* _Exercise instructions_: In the entries that follow, the lines from the one with "position:relative; width:1020px; height:1533px;" through the one with "transform-origin:3px; border-radius:3px; background:#755966" are the ones to write out, exactly and with both ends included. Nothing else should appear.

**** Given data ****

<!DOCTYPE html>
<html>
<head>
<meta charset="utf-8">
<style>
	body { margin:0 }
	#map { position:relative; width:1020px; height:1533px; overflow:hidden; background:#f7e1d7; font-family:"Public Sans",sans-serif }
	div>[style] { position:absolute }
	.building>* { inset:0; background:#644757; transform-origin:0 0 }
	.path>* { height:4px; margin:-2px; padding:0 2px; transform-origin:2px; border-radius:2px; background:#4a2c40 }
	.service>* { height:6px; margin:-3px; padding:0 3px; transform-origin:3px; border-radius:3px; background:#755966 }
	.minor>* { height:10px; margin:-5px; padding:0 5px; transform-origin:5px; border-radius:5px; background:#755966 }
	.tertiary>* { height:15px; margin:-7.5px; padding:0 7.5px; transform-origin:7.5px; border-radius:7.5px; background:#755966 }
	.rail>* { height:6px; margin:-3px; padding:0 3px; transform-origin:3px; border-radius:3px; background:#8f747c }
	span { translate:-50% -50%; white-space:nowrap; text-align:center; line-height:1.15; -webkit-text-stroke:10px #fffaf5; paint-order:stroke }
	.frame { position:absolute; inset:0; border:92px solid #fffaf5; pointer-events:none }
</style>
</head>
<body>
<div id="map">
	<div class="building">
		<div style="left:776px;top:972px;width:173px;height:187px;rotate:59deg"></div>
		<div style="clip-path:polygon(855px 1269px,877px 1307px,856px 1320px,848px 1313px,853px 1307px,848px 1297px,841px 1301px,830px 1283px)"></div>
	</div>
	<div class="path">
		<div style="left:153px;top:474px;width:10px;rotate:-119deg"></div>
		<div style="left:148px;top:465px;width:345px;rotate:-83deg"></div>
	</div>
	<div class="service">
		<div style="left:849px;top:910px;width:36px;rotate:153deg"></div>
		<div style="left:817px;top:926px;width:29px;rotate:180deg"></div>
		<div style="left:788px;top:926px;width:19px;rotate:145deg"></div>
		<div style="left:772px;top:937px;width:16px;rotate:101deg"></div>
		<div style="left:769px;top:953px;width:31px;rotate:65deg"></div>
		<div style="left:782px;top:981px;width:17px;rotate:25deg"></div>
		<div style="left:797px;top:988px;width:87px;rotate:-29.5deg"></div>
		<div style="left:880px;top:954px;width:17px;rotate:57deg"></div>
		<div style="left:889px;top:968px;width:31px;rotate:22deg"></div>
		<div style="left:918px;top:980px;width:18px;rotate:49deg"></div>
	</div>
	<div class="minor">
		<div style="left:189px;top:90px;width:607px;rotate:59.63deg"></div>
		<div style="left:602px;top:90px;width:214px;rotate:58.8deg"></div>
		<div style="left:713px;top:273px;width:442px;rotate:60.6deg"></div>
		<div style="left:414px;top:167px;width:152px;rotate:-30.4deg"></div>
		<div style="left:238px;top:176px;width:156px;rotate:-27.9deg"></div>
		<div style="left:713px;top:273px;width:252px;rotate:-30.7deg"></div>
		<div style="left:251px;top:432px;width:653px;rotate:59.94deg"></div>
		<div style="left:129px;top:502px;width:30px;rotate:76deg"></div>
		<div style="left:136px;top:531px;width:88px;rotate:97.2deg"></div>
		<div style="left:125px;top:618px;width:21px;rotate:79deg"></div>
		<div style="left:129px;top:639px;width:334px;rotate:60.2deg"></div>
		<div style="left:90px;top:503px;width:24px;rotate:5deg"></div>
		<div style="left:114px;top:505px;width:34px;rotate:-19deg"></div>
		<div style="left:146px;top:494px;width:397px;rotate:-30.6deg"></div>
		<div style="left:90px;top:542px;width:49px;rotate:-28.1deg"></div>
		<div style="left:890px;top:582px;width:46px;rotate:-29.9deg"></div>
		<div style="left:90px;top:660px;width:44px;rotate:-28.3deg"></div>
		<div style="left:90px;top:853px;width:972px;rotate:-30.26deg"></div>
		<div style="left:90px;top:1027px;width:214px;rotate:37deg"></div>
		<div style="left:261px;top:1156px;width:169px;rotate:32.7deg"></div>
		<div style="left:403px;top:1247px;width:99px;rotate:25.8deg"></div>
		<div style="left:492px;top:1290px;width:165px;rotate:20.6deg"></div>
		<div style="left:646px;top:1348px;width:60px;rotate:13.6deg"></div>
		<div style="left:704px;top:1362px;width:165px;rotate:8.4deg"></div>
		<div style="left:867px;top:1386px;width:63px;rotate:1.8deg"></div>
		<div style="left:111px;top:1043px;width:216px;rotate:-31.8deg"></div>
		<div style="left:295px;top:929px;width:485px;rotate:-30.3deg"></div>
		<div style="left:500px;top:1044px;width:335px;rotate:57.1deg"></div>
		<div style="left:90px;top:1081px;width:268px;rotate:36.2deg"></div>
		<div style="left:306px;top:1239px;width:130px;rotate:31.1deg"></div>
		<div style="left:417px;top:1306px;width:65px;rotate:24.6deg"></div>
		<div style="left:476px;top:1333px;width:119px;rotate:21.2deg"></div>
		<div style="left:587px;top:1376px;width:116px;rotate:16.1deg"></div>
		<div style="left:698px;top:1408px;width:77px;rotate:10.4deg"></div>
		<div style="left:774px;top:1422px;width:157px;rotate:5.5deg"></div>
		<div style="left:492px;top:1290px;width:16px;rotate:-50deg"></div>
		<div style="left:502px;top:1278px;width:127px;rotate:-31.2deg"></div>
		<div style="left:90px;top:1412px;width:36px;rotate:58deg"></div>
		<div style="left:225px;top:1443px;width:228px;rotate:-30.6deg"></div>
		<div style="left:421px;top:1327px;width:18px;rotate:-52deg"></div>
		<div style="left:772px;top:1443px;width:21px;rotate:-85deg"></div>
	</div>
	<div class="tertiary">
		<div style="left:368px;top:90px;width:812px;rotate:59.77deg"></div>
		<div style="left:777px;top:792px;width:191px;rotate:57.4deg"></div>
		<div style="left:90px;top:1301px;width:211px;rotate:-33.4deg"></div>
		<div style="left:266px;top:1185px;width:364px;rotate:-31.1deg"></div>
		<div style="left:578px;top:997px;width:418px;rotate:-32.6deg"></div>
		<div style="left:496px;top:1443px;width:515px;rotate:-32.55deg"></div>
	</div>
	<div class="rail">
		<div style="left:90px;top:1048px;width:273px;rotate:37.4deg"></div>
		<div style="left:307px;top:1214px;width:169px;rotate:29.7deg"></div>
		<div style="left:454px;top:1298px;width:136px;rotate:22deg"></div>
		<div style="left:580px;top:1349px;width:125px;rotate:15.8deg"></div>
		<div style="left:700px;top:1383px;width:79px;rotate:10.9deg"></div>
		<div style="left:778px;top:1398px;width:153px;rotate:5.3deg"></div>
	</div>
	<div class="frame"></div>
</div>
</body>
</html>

****

* _Your response_:
	#map { position:relative; width:1020px; height:1533px; overflow:hidden; background:#f7e1d7; font-family:"Public Sans",sans-serif }
	div>[style] { position:absolute }
	.building>* { inset:0; background:#644757; transform-origin:0 0 }
	.path>* { height:4px; margin:-2px; padding:0 2px; transform-origin:2px; border-radius:2px; background:#4a2c40 }
	.service>* { height:6px; margin:-3px; padding:0 3px; transform-origin:3px; border-radius:3px; background:#755966 }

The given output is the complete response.